Até que um serzinho se formou no meu ventre e eu explodi em sentimentos, todos os sentimentos possíveis que você possa imaginar. Medo, alegria, euforia, desespero, amor. Ah sim! Amor foi o maior dos sentimentos.
Me agarrei aquela criança com todas as minhas forças, senti o ar voltar para os meus pulmões e o sangue voltar a percorrer pelo meu corpo, tudo por ela. Me senti viva depois de tantos anos, sabe? Mas não durou muito, assim que contei sobre o bebê para aquele cara não tão legal, ele rejeitou a ideia e com um ato de crueldade me fez perder a única coisa que me mantinha viva. Então ele foi embora, me deixando sozinha com minha dor e meu luto.
Tentei sobreviver ao mês seguinte, mas já estava insuportável ter que levantar todos os dias. Era um esforço gigantesco que eu já não conseguia suportar. Tinha a sensação de que nenhum lugar no mundo era seguro depois do ventre da minha mãe.
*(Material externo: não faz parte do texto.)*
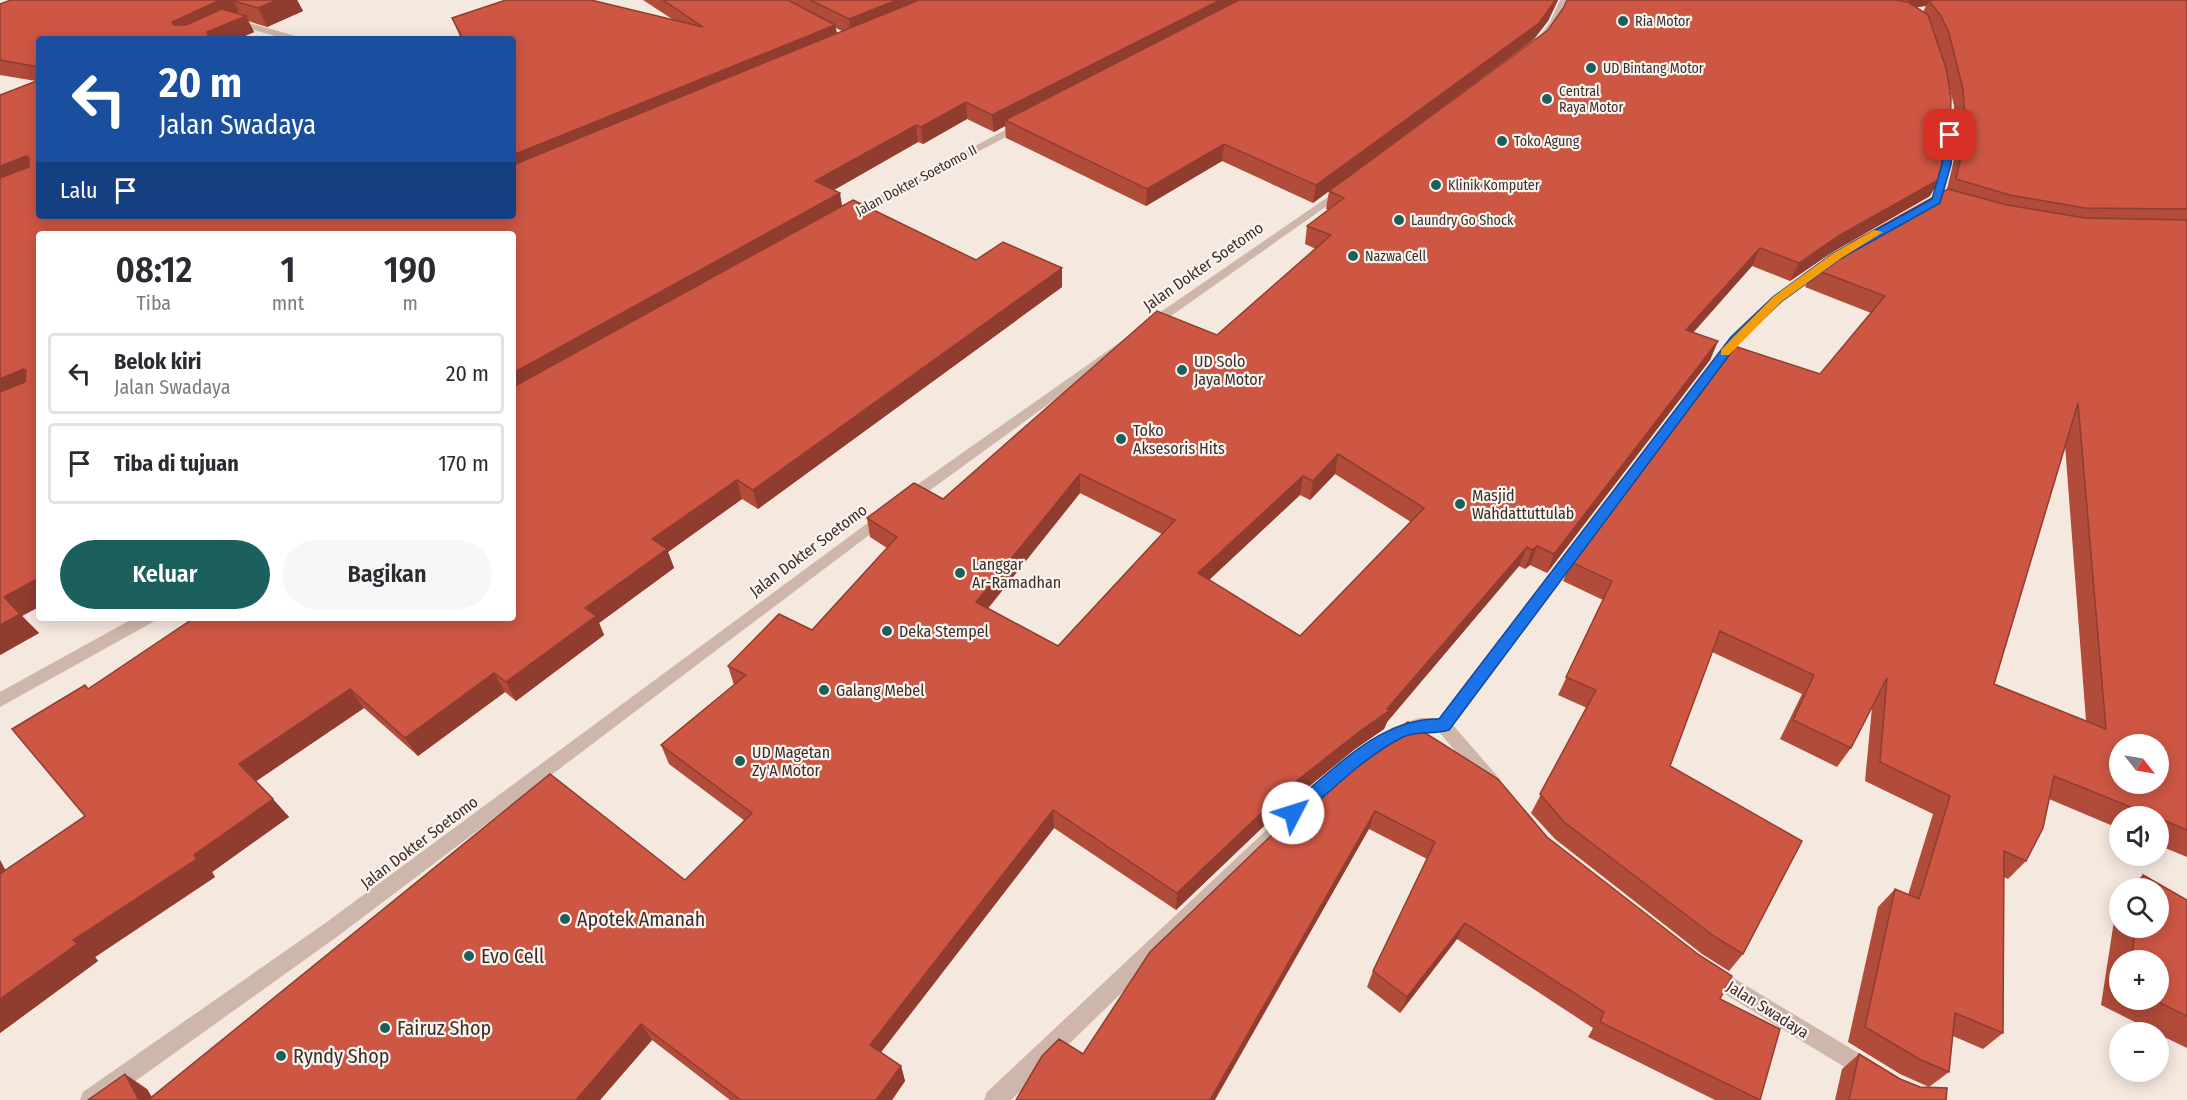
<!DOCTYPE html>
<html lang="id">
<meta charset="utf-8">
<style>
:root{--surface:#fff;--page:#f7f7f7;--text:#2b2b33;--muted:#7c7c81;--line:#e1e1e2;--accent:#1c605e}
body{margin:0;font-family:"Fira Sans Condensed",sans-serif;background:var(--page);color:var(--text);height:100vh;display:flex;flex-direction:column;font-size:22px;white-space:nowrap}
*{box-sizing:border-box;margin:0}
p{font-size:20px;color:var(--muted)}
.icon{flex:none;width:33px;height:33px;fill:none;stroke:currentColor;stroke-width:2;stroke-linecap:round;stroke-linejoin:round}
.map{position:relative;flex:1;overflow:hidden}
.side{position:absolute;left:36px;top:231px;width:480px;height:390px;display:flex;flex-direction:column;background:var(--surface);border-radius:6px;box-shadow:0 3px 15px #0003}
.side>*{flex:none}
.hud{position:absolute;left:36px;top:36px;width:480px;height:183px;border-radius:6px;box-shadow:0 3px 15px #0003;background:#1a4fa0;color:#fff;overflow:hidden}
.needle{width:39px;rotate:121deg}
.buttons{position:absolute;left:2109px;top:734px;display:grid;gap:12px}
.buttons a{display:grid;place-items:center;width:60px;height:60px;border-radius:50%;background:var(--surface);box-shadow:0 3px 15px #0003;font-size:30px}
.pin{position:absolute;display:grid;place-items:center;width:51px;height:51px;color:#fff;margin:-26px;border-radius:12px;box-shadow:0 3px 9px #0006}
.me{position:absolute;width:66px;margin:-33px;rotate:50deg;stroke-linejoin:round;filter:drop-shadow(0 0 4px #0008)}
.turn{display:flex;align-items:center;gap:21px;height:126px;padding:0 24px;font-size:27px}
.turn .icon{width:78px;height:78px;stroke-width:2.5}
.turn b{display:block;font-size:42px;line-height:51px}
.then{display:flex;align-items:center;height:57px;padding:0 24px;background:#0003;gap:12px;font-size:22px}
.eta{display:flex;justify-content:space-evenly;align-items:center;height:102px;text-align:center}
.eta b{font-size:36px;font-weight:600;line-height:42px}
.action{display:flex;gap:12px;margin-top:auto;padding:12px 24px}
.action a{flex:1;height:69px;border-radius:36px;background:var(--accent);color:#fff;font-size:24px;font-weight:600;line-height:69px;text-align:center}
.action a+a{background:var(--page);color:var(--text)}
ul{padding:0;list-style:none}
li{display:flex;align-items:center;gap:18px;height:81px;margin:0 12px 9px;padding:0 12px;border:3px solid var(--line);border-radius:6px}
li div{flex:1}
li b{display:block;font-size:22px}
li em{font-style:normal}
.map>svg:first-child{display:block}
</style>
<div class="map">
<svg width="2187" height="1100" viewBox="0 0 2187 1100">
<rect width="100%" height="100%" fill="#f5e8df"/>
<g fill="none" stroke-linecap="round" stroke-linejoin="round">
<path fill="#ceb7aa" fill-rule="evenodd" d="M 232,18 L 299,37 L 300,39 L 286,39 L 229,23 L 229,19 Z
M 1949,113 L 1954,116 L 1952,164 L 1942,200 L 1929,209 L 1921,209 L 1921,205 L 1932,198 L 1942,164 L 1944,116 Z
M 1023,121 L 1028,124 L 1027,126 L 851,218 L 843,218 L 841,216 Z
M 1826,260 L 1830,261 L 1830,265 L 1781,302 L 1739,342 L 1453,725 L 1498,777 L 1501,782 L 1498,787 L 1492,790 L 1486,787 L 1439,732 L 1419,732 L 1397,740 L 1391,738 L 1388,733 L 1391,728 L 1419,718 L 1439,718 L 1731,336 L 1773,296 Z
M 134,618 L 155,618 L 153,622 L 0,707 L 0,692 Z
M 1315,787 L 1321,790 L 1324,795 L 1321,800 L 1011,1100 L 984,1100 L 987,1092 L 1309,790 Z
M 1712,965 L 1875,1063 L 1879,1070 L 1875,1077 L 1868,1081 L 1861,1077 L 1705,982 L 1702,975 L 1705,968 Z"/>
<path fill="#ceb7aa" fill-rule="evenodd" d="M 1560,0 L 1568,0 L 1558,22 L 1547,38 L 1541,38 L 1540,36 L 1550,22 Z
M 1344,186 L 1349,189 L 1348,191 L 1154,328 L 1146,328 L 1146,322 Z
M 1123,340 L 1129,344 L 1127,347 L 911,504 L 901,504 L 899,500 L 901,496 Z
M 884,511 L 891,516 L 889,520 L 338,936 L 109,1100 L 80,1100 L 83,1092 L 324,924 Z"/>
</g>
<path fill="#b14b3a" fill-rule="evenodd" d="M 11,0 L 297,0 L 303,11 L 267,27 L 248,21 L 254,32 L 238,39 L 39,39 L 39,216 L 513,216 L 513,39 L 461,39 L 452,18 L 672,19 L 643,0 L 1558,0 L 1548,21 L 1534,39 L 1313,203 L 1222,161 L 1146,206 L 1006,138 L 1005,126 L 994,132 L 967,119 L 923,144 L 918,142 L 834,190 L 842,206 L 976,260 L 1062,287 L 758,509 L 742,499 L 668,552 L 674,568 L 599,623 L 604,635 L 516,701 L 505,692 L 418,756 L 364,708 L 256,781 L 289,817 L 212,872 L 215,877 L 95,957 L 98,961 L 0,1033 L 0,860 L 5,870 L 85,816 L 88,689 L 513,618 L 513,234 L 22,616 L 39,633 L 0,655 L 0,95 L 36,81 L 0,75 L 0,4 ZM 836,28 L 842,31 L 837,33 Z
M 1567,0 L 2187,0 L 2187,857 L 2158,845 L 2158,816 L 2120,816 L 2120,829 L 2049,799 L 2026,861 L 2008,879 L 2004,877 L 2003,1033 L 1983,1049 L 1953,1036 L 1949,1072 L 1929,1087 L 1900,1074 L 1848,1042 L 1878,907 L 1895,889 L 1908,895 L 1933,814 L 1865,781 L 1872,707 L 1851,748 L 1837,767 L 1780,739 L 1802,694 L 1712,652 L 1670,766 L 1743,954 L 1729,971 L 1702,954 L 1555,839 L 1531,813 L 1587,708 L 1558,695 L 1603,600 L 1563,581 L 1571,562 L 1820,374 L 1871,313 L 1805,287 L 1814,269 L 1947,189 L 1956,151 L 1954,106 L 1948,80 L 1930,196 L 1831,253 L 1790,281 L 1752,266 L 1693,333 L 1718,341 L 1710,360 L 1547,573 L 1530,565 L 1525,569 L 1519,566 L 1387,722 L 1384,729 L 1355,749 L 1286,805 L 1176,910 L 1054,828 L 881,1052 L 901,1066 L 905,1081 L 892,1100 L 730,1100 L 652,1040 L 600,1100 L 88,1100 L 147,1089 L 152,1097 L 685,880 L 745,821 L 669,764 L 661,745 L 734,685 L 728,666 L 812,630 L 887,548 L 870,537 L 867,518 L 943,499 L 1217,335 L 1316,249 L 1305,244 L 1307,226 L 1328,210 L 1326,209 L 1329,191 L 1548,30 L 1564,7 ZM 1923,6 L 1926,6 L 1923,12 L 1916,7 ZM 2065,445 L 2086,721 L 1994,684 ZM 1335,474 L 1411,522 L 1300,636 L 1209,580 L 1300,495 L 1310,500 ZM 1080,493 L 1162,534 L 1058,646 L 988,608 Z
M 1375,744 L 1547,837 L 1720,999 L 1760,1100 L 1715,1100 L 1588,1037 L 1593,1028 L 1457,939 L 1400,1013 L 1367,987 L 1373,971 L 1427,859 L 1369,829 L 1083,1054 Z
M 2143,875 L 2187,900 L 2187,1048 L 2158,1034 L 2158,1032 L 2155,1032 L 2101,1005 L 2118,895 L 2120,894 L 2120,927 L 2158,927 L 2158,888 L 2127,888 ZM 2120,960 L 2158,960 L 2158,999 L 2120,999 Z
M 1859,1054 L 1900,1079 L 1946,1100 L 1835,1100 L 1842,1069 Z"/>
<path fill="#903d30" d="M 220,0 L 258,0 L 234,1 L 239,11 L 181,38 L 172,22 Z
M 277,0 L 297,0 L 303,11 L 267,27 L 258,8 Z
M 897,0 L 938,0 L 851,36 L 849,19 Z
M 1220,0 L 1250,0 L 1005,120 L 1005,126 L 994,132 L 992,115 Z
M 1555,0 L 1558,0 L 1548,21 L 1534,39 L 1313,203 L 1316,185 Z
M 1908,0 L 1975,0 L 1929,1 L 1926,6 L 1904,9 Z
M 246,16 L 254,32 L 238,39 L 209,39 L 207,32 Z
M 835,25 L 838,42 L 513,176 L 513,155 Z
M 966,102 L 967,119 L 923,144 L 921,127 Z
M 916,125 L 918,142 L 818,199 L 815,181 Z
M 1224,144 L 1222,161 L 1146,206 L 1147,189 Z
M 26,156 L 38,174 L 0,189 L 0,166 Z
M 1940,179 L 1930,196 L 1831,253 L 1790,281 L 1799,263 L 1840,235 Z
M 840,193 L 843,211 L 513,396 L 513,373 Z
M 378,216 L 420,216 L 387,232 L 378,217 Z
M 1760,248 L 1752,266 L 1678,349 L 1686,330 Z
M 1062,268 L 1062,287 L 758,509 L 753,490 Z
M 1718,341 L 1710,360 L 1547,573 L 1554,554 Z
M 23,369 L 38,388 L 0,405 L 0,379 Z
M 1338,454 L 1335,474 L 1310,500 L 1313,481 Z
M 1080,474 L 1080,493 L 978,621 L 976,602 Z
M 1303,476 L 1300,495 L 1196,592 L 1198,573 Z
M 737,480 L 742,499 L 668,552 L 674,568 L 599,623 L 604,635 L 516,701 L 506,682 L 585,608 L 652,539 Z
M 1537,546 L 1530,565 L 1525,569 L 1532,550 Z
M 1527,547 L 1519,566 L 1387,722 L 1384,729 L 1355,749 L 1286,805 L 1176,910 L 1177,893 L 1289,787 L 1387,709 Z
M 39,578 L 39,607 L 22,616 L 39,633 L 0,655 L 0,625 L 4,597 Z
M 494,673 L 505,692 L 418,756 L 405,738 Z
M 350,689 L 364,708 L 255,782 L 239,764 Z
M 273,799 L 289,817 L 212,872 L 215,877 L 95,957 L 98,961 L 0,1033 L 0,999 L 73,940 Z
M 1053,810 L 1054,828 L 875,1060 L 870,1045 Z
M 1375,811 L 1369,829 L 1215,1100 L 1210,1100 Z
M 0,860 L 18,894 L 0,880 Z
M 1465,923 L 1457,939 L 1400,1013 L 1407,997 Z
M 641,1024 L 652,1040 L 600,1100 L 576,1100 Z
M 901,1066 L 905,1081 L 892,1100 L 876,1100 Z
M 125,1074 L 147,1089 L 153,1100 L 139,1100 Z"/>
<path fill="#ce5744" stroke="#903d30" stroke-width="1.5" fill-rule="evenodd" d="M 11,0 L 220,0 L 172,22 L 174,25 L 186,25 L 222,9 L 246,16 L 207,32 L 209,39 L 39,39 L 39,67 L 0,60 L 0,4 Z
M 236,0 L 277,0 L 258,8 L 234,1 Z
M 506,0 L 591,0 L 703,27 L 663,0 L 788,0 L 835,25 L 513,155 L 513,39 L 463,39 L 452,18 Z
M 810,0 L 897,0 L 849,19 Z
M 919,0 L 1220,0 L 992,115 L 966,102 L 921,127 L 916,125 L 815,181 L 840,193 L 513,373 L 513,234 L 39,234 L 39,578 L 4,597 L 20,614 L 0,625 L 0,392 L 25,382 L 26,370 L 23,369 L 0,379 L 0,178 L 29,167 L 29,158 L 26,156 L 0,166 L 0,95 L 39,80 L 39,216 L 378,216 L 378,217 L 396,218 L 400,216 L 513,216 L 513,165 Z
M 1239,0 L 1555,0 L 1552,5 L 1539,23 L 1316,185 L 1224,144 L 1147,189 L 1005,120 Z
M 1567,0 L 1895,0 L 1908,2 L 1928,15 L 1946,68 L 1951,97 L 1950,133 L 1940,179 L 1840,235 L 1799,263 L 1760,248 L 1686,330 L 1718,341 L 1554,554 L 1537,546 L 1532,550 L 1527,547 L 1387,709 L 1390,710 L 1360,731 L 1289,787 L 1177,893 L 1053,810 L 870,1045 L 901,1066 L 876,1100 L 741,1100 L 641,1024 L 576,1100 L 148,1100 L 550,774 L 685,880 L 752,813 L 661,745 L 746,675 L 728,666 L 779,614 L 812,630 L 897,537 L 867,518 L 914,483 L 943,499 L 1157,311 L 1217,335 L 1331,235 L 1307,226 L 1344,198 L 1329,191 L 1548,30 L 1564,7 ZM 1338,454 L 1424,508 L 1300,636 L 1198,573 L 1303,476 L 1313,481 ZM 1080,474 L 1175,520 L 1058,646 L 976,602 Z
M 1934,0 L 2187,0 L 2187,209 L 2085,208 L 2010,195 L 1956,179 L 1966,133 L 1963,89 L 1949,33 L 1941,16 L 1929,1 Z
M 1948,189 L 2007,205 L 2085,218 L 2187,220 L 2187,830 L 2158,818 L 2158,816 L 2153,816 L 2054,776 L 2043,828 L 2026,861 L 2004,851 L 2003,1033 L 1955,1013 L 1949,1072 L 1919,1059 L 1865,1027 L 1895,889 L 1919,899 L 1950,796 L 1880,762 L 1887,678 L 1851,748 L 1793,720 L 1814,675 L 1720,631 L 1670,766 L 1802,841 L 1743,954 L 1715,937 L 1564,822 L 1540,794 L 1596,690 L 1566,677 L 1612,581 L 1571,562 L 1734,346 L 1820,374 L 1885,296 L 1814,269 L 1851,243 ZM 2078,403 L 2106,729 L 1994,684 ZM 2120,744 L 2158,744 L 2158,783 L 2120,783 Z
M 853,200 L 976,260 L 1003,242 L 1062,268 L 753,490 L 737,480 L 652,539 L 667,549 L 585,608 L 596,616 L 506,682 L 494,673 L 405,738 L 350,689 L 239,764 L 273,799 L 194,855 L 197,859 L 73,940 L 77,944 L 0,999 L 0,874 L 85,816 L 12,729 L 85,685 L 88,689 L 194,618 L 513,618 L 513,387 Z
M 1408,722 L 1498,779 L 1547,837 L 1699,955 L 1732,976 L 1720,999 L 1780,1029 L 1760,1100 L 1600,1022 L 1604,1012 L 1465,923 L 1407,997 L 1373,971 L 1435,842 L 1375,811 L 1210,1100 L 1016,1100 L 1042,1056 L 1059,1039 L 1083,1054 L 1150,952 L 1305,803 L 1375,744 Z
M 2143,875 L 2187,900 L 2187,1016 L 2152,999 L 2158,999 L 2158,960 L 2131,960 L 2136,927 L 2158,927 L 2158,888 L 2141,888 Z
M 1859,1054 L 1900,1079 L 1920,1087 L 1947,1088 L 1946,1100 L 1849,1100 Z
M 125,1074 L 139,1100 L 88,1100 Z"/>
<path fill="#1a73e8" stroke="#114b97" stroke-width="1.5" d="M 1950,132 L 1954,135 L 1951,164 L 1940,203 L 1840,259 L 1781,302 L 1739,342 L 1449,730 C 1433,735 1418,730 1403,737 C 1365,756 1331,791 1299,818 L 1293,820 L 1287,818 L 1285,813 L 1287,808 C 1331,772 1379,718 1439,719 L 1731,337 L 1773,297 L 1832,254 L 1932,199 L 1942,164 L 1945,135 Z"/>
<path fill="#f59e0b" d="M 1874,230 L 1883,232 L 1840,259 L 1781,302 L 1729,355 L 1721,355 L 1721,350 L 1773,297 L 1832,254 Z"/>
<g fill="#1c605e" stroke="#fbf3ed" stroke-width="2">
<circle cx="1623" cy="21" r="6"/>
<circle cx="1591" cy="68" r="6"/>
<circle cx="1547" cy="99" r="6"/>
<circle cx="1502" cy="141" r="6"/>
<circle cx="1436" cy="185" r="6"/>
<circle cx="1399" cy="220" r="6"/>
<circle cx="1353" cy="256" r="6"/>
<circle cx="1182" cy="370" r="6"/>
<circle cx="1121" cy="439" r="6"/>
<circle cx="1460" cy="504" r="6"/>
<circle cx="960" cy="573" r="6"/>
<circle cx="887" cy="631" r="6"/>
<circle cx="824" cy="690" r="6"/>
<circle cx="740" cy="761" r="6"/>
<circle cx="565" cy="919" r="6"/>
<circle cx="469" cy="956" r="6"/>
<circle cx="385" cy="1028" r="6"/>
<circle cx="281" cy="1056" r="6"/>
</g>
<g text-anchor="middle" stroke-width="4.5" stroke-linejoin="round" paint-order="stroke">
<g font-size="14" fill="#3b2e2a" stroke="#fbf3ed" text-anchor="start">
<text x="1635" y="26">Ria Motor</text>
<text x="1603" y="73">UD Bintang Motor</text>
<text x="1559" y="96">Central<tspan x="1559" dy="16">Raya Motor</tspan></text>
<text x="1514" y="146">Toko Agung</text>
<text x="1448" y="190">Klinik Komputer</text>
<text x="1411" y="225">Laundry Go Shock</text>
<text x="1365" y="261">Nazwa Cell</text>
</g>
<g font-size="14" fill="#3b2e2a" stroke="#fbf3ed">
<text transform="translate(916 180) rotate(-28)" y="5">Jalan Dokter Soetomo II</text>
</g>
<g font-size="16" fill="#3b2e2a" stroke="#fbf3ed">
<text transform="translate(1203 266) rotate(-35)" y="6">Jalan Dokter Soetomo</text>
<text transform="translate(808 550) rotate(-37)" y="6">Jalan Dokter Soetomo</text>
<text transform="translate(419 842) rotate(-37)" y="6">Jalan Dokter Soetomo</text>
<text transform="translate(1768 1009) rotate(32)" y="6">Jalan Swadaya</text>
</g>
<g font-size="16" fill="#3b2e2a" stroke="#fbf3ed" text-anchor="start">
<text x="1194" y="367">UD Solo<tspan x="1194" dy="18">Jaya Motor</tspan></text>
<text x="1133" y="436">Toko<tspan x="1133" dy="18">Aksesoris Hits</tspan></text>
<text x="1472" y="501">Masjid<tspan x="1472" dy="18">Wahdattuttulab</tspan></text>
<text x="972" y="570">Langgar<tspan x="972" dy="18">Ar-Ramadhan</tspan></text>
<text x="899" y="637">Deka Stempel</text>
<text x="836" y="696">Galang Mebel</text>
<text x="752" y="758">UD Magetan<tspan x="752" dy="18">Zy'A Motor</tspan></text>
</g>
<g font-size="20" fill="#3b2e2a" stroke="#fbf3ed" text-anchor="start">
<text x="577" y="926">Apotek Amanah</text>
<text x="481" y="963">Evo Cell</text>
<text x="397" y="1035">Fairuz Shop</text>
<text x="293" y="1063">Ryndy Shop</text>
</g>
</g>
</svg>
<div class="buttons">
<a><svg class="needle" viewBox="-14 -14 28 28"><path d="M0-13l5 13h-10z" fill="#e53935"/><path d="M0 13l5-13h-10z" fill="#7c7c81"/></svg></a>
<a><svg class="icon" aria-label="sound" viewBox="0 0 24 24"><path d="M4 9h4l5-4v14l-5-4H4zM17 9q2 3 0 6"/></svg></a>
<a><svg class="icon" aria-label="search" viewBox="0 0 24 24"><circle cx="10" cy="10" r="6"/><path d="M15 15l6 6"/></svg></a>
<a>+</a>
<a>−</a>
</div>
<div class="pin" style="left:1950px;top:135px;background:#d93025"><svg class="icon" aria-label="arrive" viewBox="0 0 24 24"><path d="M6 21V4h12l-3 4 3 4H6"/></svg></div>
<svg class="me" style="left:1293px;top:813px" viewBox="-20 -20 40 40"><circle r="19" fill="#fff"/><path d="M0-13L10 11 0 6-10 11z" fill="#1a73e8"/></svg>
<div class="hud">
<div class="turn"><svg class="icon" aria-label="left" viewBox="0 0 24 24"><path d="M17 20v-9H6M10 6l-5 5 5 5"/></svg><div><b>20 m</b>Jalan Swadaya</div></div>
<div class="then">Lalu<svg class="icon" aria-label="arrive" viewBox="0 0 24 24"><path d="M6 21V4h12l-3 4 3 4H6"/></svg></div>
</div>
<section class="side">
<div class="eta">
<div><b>08:12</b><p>Tiba</p></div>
<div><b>1</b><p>mnt</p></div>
<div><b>190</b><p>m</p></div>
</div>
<ul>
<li><svg class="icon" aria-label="left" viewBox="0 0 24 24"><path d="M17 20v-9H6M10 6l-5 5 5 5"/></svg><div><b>Belok kiri</b><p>Jalan Swadaya</p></div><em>20 m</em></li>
<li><svg class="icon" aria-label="arrive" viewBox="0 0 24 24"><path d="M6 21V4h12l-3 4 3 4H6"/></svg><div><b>Tiba di tujuan</b></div><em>170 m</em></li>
</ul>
<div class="action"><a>Keluar</a><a>Bagikan</a></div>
</section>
</div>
Meu olhar pedia socorro, mas ninguém via. Meu silêncio gritava por ajuda, mas ninguém ouvia. Minha solidão implorava por companhia, mas ninguém ficava tempo suficiente.
Então pedi demissão do trabalho, arrumei meu apartamento pra que minha mãe o encontrasse arrumado e pudesse vendê-lo mais fácil (a chave está na minha bolsa caso ela não encontre) e então chorei pela última chorei.
Eu já tinha chorado várias vezes antes. mas não como essa última vez. Não desse jeito. Não dessa forma incontrolável. Não sem parar.
Mas eu acho que eu não queria parar. Enquanto eu chorava eu sentia tudo aquilo indo embora. O engasgo. O nó na garganta. O choro engolido. O gosto amargo. Tudo estava saindo por lágrimas imparáveis que rolavam do meu olho ao meu pescoço, sem cessar. E então senti o vazio novamente. Sabia que era hora de desistir. E foi o que eu fiz.
Foi isso, querido desconhecido! Peço perdão a você mais uma vez por ter te envolvido nisso. Desejo que você seja feliz, que tenha uma boa vida e que encontre aquilo que eu tanto desejei.
Com carinho, a mulher que se jogou na frente do seu carro!

                     Shopia Miller, 26 anos."